Sophie Reynolds, festival officer at the V&A’s Department of Theatre and Performance, gives a writer’s perspective on why the Christmas story really works.
The Nativity is a plain, unvarnished tale in which remarkable things happen. And it is a remarkable story in its own right.
One of the surprising things about it is that for a Biblical story, we encounter it in so many places that are not scripture. At Christmas time it is everywhere: on cards and pictures, in books, songs and plays. It is one of the few Bible stories that has successfully made the leap from the pages of the gospel into our popular culture.
So why does it work? If we can lay aside for a moment its provenance, and the fact that it is loved by Christians the world over for its own sake, why is it still a successful story in its own right?
Firstly, perhaps, is the fact that it is not set in stone. Even within the Bible there are a number of different versions, showing that in many ways it is not the details of the story that count, but the story itself. It is endlessly flexible, giving storytellers of all kinds (be they writers, speakers or visual artists) the scope to build on it, to add and embroider. It is, therefore, a joy to tell.
Then there are the ingredients: a villain, a journey, fear, hope and treasure, and we can see at once that they are the makings of a good story. There are key words that always occur in a telling of the Nativity, and they are all promising ones: donkey, baby, angel, star, shepherds and kings. They almost make a good tale in their own right.
Thirdly, it’s beautiful. The colours are fantastic. Blue for Mary, calling to mind clear skies and fresh water. In nature blue signals transparency and cleanness. In human society it means trust. Nurses wear blue. It’s an honest colour.
White for the baby. Wrapped in swaddling clothes, the baby Jesus lies in a manger. He is one of the people, but he is dressed in white, the colour of angels. The colour of clouds and snow. These things are untouchable and heavenly – they vanish or melt when we try to put a finger to them.
The star is gold, the colour of wealth, power and royalty; that goes without saying. But it is also a light, a beacon that guides the kings and shepherds on their way. A lighthouse, keeping them on a safe course.
Then there is its familiarity. The charm of the story is the fact that we come across it every year, and already know it backwards. Like so many traditions, we enjoy it for its anti-novelty value. We don’t ask for surprise at Christmas, we ask for tradition, and repetition (and presents!).
In a world where we are constantly being sold the latest thing, drowning in a bewildering sea of products and gadgets, a story that is simple and familiar and instantly recognisable is precious.

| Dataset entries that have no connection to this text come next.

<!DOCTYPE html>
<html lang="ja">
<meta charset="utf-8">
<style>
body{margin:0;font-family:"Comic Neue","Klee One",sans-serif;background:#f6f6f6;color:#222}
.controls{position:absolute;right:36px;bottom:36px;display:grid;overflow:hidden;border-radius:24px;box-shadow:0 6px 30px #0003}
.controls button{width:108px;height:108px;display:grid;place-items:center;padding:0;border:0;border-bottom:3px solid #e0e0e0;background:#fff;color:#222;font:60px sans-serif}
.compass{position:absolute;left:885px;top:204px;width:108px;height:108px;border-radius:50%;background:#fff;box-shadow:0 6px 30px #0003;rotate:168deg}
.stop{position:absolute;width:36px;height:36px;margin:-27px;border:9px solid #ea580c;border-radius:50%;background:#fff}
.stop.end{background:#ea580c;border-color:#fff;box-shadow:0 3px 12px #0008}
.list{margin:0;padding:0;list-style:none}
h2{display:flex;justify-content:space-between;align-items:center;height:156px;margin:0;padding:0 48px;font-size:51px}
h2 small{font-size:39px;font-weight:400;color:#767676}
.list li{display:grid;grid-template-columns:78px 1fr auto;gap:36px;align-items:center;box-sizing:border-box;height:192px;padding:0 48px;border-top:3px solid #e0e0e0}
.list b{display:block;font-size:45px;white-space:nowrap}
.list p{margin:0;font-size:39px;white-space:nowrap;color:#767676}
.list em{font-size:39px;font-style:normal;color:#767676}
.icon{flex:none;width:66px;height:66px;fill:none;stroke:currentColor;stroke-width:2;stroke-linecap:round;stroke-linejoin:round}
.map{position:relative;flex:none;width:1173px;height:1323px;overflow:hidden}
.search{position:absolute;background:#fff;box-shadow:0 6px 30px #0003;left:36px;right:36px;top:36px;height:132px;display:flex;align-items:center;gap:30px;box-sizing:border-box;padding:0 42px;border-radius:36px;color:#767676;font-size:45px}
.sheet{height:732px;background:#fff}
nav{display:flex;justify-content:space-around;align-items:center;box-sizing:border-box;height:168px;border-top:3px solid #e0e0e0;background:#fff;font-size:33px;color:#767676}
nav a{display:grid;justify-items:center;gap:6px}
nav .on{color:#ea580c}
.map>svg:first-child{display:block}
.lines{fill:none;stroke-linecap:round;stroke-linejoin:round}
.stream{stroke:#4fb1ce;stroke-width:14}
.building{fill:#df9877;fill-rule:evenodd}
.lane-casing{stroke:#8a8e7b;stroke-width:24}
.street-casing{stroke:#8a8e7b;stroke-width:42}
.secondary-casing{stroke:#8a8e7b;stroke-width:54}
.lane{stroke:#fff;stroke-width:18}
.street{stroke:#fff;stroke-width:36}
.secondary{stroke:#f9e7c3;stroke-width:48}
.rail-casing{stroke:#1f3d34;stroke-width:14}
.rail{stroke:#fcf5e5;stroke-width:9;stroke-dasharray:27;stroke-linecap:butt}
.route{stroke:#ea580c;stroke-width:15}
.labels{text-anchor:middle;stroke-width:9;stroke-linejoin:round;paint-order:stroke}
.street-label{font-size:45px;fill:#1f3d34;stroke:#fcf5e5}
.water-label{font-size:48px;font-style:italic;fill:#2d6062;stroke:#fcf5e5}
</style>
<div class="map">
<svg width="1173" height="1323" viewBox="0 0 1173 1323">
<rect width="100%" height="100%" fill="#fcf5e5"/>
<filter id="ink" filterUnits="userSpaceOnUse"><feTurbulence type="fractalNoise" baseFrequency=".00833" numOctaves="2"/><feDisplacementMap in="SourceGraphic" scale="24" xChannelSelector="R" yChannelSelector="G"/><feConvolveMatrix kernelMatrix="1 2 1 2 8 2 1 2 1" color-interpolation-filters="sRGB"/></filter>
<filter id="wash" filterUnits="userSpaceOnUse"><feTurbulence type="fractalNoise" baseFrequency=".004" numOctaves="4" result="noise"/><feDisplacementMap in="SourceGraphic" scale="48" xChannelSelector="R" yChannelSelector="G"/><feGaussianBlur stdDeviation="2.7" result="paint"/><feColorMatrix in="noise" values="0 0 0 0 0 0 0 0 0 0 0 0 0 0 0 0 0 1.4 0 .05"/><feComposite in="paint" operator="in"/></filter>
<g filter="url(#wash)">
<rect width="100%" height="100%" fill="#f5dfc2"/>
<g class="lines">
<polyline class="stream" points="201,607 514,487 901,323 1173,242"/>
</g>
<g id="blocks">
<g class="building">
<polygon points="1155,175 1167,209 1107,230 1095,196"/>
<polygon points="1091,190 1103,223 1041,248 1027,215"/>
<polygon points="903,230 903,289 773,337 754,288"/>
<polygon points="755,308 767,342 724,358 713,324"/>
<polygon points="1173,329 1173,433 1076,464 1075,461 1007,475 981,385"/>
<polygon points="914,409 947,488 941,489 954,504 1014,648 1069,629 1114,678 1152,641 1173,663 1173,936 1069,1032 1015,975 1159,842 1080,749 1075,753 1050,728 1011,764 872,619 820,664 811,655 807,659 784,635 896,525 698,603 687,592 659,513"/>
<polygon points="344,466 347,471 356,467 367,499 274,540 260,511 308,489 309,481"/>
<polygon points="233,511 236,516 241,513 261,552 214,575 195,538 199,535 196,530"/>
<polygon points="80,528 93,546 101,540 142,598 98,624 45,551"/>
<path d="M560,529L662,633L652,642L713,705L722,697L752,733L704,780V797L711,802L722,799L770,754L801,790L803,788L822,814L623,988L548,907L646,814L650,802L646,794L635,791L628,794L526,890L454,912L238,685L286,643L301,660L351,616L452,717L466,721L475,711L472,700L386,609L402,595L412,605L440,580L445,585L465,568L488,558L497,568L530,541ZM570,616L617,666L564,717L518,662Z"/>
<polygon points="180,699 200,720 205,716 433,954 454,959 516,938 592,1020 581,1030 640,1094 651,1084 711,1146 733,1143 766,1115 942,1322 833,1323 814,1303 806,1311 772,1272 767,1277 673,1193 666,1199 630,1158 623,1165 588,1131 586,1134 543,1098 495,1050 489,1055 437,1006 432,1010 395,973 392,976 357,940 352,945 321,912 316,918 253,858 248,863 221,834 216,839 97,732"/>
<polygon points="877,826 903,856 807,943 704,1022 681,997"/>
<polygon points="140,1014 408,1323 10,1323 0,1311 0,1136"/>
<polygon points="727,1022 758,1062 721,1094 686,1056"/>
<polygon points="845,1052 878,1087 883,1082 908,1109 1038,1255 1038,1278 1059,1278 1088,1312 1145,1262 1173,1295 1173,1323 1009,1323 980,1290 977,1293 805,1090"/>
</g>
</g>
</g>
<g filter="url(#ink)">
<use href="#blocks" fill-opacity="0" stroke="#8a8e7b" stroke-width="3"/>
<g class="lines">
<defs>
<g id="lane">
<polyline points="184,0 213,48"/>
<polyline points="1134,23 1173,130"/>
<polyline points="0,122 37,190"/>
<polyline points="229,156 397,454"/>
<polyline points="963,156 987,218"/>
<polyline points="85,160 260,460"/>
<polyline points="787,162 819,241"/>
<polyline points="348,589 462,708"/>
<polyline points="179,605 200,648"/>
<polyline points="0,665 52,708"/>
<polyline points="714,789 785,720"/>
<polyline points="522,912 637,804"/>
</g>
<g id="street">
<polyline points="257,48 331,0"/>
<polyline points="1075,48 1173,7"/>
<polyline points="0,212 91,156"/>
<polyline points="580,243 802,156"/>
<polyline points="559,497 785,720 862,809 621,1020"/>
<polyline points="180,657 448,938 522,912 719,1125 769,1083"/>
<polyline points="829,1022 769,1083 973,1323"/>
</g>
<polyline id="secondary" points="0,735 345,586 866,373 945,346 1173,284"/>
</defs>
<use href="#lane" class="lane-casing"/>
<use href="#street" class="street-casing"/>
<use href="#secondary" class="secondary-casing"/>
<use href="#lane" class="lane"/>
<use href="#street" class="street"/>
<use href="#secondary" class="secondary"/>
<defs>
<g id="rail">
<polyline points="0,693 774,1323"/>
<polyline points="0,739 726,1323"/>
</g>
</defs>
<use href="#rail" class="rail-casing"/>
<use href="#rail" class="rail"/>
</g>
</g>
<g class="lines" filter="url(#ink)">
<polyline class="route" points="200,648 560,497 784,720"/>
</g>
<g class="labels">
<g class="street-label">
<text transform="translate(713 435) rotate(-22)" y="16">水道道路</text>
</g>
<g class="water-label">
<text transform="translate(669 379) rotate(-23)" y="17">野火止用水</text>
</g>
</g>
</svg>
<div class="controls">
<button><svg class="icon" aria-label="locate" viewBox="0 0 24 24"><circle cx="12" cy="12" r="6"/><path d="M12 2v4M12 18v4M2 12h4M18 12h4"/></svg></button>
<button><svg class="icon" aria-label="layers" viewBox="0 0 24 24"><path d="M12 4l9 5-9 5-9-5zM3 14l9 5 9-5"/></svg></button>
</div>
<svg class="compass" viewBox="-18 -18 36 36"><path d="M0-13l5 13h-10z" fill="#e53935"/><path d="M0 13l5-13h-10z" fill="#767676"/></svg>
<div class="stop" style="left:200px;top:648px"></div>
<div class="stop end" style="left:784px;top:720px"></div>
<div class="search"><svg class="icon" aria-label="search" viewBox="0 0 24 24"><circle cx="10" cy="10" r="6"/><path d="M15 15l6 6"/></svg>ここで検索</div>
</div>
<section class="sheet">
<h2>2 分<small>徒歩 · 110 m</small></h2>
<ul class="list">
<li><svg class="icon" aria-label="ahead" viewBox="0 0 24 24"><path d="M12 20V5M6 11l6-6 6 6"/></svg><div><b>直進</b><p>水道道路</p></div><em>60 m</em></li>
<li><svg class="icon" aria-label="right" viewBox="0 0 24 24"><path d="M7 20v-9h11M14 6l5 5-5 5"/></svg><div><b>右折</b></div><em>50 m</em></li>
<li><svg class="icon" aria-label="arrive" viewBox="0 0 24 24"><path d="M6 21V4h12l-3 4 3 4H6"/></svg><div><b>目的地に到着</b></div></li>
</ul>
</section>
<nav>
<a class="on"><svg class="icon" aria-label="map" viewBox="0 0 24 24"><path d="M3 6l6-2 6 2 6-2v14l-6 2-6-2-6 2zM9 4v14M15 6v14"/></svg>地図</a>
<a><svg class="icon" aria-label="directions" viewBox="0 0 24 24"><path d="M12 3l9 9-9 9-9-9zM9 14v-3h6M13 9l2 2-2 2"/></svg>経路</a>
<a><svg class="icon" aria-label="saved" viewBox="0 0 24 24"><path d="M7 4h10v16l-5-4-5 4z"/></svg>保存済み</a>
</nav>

And this story does not exist by itself as an isolated tradition, but as an integral part of our favourite festival. At the height of winter, it reminds us that warmth and love may be found in the simplest places. And since it ends with a birth, it reminds us too of spring, and the fact that life is an endless, forgiving cycle. In short, it reminds us that we will soon be warmer, and that sometimes the things that look simplest and humblest on the outside turn out to be the best after all.